* What you need to do:
Your task is to give the number of lines below that contain "rows". Give no other text.

─── Input for this task ───

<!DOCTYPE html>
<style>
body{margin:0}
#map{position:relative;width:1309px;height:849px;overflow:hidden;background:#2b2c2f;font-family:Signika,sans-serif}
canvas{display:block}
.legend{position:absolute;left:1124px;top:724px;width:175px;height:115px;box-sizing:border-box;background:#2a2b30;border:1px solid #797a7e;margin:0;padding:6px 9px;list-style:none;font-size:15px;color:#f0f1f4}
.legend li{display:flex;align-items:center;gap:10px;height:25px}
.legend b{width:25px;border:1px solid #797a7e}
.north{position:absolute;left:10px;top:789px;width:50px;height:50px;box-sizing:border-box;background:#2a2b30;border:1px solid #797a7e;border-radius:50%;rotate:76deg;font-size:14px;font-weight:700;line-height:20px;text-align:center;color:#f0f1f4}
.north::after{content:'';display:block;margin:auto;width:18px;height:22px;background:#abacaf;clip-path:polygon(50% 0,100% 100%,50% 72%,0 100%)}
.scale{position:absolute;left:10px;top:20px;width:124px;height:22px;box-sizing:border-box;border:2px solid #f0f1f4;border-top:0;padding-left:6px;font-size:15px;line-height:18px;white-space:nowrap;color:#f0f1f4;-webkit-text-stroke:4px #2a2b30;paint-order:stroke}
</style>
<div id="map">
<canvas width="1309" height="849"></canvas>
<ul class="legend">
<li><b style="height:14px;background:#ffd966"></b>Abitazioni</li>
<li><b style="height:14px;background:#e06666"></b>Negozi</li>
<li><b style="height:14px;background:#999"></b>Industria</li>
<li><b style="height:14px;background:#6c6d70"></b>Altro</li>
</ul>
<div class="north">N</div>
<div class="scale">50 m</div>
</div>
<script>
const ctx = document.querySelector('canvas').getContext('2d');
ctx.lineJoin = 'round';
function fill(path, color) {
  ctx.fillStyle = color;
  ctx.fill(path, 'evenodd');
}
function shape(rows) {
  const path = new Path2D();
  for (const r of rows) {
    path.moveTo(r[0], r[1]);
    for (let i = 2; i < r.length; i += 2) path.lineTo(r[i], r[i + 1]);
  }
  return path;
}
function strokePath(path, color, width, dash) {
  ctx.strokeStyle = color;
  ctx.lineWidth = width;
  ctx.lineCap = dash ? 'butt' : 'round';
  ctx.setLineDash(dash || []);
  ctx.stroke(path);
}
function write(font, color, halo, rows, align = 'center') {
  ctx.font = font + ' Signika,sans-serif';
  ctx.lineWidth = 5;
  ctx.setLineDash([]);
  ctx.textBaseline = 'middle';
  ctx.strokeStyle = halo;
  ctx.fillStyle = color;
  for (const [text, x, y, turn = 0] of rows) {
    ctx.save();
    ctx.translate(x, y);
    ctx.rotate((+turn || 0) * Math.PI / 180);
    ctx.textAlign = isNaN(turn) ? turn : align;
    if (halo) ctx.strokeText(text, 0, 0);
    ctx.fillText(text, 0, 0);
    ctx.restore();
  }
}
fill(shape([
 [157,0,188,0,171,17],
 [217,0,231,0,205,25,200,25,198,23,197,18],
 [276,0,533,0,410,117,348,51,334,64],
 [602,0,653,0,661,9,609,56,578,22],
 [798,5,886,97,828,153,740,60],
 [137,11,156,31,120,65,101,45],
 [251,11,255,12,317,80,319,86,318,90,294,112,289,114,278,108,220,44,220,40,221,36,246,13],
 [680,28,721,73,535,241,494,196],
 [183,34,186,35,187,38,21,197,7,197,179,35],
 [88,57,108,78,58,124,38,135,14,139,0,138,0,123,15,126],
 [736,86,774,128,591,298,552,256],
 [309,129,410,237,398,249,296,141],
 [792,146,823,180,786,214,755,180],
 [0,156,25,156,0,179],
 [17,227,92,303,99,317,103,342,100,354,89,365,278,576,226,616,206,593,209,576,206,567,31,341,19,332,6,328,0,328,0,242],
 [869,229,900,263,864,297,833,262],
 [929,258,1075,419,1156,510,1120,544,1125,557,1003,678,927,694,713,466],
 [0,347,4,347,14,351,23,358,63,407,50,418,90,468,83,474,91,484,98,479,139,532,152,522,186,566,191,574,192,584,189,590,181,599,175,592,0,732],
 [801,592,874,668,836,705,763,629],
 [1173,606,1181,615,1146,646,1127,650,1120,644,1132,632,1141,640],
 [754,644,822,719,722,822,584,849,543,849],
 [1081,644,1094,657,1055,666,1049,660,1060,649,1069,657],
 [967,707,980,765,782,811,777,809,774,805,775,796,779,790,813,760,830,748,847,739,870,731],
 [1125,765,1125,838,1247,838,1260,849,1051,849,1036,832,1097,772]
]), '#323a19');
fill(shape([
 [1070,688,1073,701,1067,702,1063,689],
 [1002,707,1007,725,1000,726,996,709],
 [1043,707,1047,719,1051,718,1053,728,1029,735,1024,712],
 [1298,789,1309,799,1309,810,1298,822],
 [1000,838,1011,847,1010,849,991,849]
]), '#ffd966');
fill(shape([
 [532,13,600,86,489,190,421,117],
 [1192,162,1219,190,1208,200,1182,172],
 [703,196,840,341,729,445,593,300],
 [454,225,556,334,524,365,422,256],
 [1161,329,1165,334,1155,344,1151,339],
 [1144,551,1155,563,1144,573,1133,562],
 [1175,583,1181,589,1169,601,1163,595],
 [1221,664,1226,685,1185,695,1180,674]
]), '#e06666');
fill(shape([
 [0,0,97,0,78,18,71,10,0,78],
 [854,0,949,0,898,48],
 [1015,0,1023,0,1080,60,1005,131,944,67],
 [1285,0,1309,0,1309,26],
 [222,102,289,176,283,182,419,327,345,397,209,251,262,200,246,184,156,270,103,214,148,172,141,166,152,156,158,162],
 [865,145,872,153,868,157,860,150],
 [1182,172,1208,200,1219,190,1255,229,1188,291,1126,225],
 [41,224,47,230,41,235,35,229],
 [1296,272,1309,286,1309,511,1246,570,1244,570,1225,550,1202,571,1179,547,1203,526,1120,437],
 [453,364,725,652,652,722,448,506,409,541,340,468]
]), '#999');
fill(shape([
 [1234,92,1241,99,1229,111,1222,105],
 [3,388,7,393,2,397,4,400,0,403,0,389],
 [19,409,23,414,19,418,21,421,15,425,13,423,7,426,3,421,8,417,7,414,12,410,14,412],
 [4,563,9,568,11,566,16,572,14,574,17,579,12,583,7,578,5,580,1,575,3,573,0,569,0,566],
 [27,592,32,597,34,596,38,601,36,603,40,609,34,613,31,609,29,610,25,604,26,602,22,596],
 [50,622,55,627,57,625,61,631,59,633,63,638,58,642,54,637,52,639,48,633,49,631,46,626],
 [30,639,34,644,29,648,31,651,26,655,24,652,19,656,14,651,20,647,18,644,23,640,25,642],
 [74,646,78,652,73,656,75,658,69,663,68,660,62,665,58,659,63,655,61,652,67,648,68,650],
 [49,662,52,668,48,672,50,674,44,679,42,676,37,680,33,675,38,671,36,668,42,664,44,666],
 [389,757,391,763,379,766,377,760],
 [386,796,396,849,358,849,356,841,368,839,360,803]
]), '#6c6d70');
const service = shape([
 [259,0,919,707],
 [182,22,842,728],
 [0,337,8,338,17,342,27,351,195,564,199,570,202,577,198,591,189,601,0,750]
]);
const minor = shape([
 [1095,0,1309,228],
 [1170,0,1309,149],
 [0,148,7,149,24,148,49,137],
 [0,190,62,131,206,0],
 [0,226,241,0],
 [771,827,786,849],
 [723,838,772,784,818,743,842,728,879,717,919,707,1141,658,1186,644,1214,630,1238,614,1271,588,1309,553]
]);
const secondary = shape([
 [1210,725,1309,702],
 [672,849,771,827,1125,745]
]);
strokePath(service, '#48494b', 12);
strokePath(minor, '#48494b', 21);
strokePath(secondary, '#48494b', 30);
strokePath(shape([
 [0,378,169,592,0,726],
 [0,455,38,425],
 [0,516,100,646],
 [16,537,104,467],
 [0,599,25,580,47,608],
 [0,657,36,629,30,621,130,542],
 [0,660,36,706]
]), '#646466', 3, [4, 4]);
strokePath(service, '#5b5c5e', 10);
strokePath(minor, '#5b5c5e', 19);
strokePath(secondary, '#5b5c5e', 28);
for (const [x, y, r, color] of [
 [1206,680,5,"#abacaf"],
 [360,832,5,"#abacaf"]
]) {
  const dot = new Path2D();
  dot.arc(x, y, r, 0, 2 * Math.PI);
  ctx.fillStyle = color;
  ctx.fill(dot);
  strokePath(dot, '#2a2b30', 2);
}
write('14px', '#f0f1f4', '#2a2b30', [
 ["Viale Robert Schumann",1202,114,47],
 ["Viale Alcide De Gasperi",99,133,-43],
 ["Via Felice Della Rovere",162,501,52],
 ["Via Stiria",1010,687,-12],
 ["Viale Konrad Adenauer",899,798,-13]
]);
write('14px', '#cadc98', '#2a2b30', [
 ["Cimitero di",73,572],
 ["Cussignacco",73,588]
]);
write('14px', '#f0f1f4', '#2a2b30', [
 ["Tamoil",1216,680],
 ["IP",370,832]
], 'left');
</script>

───

* Result:
4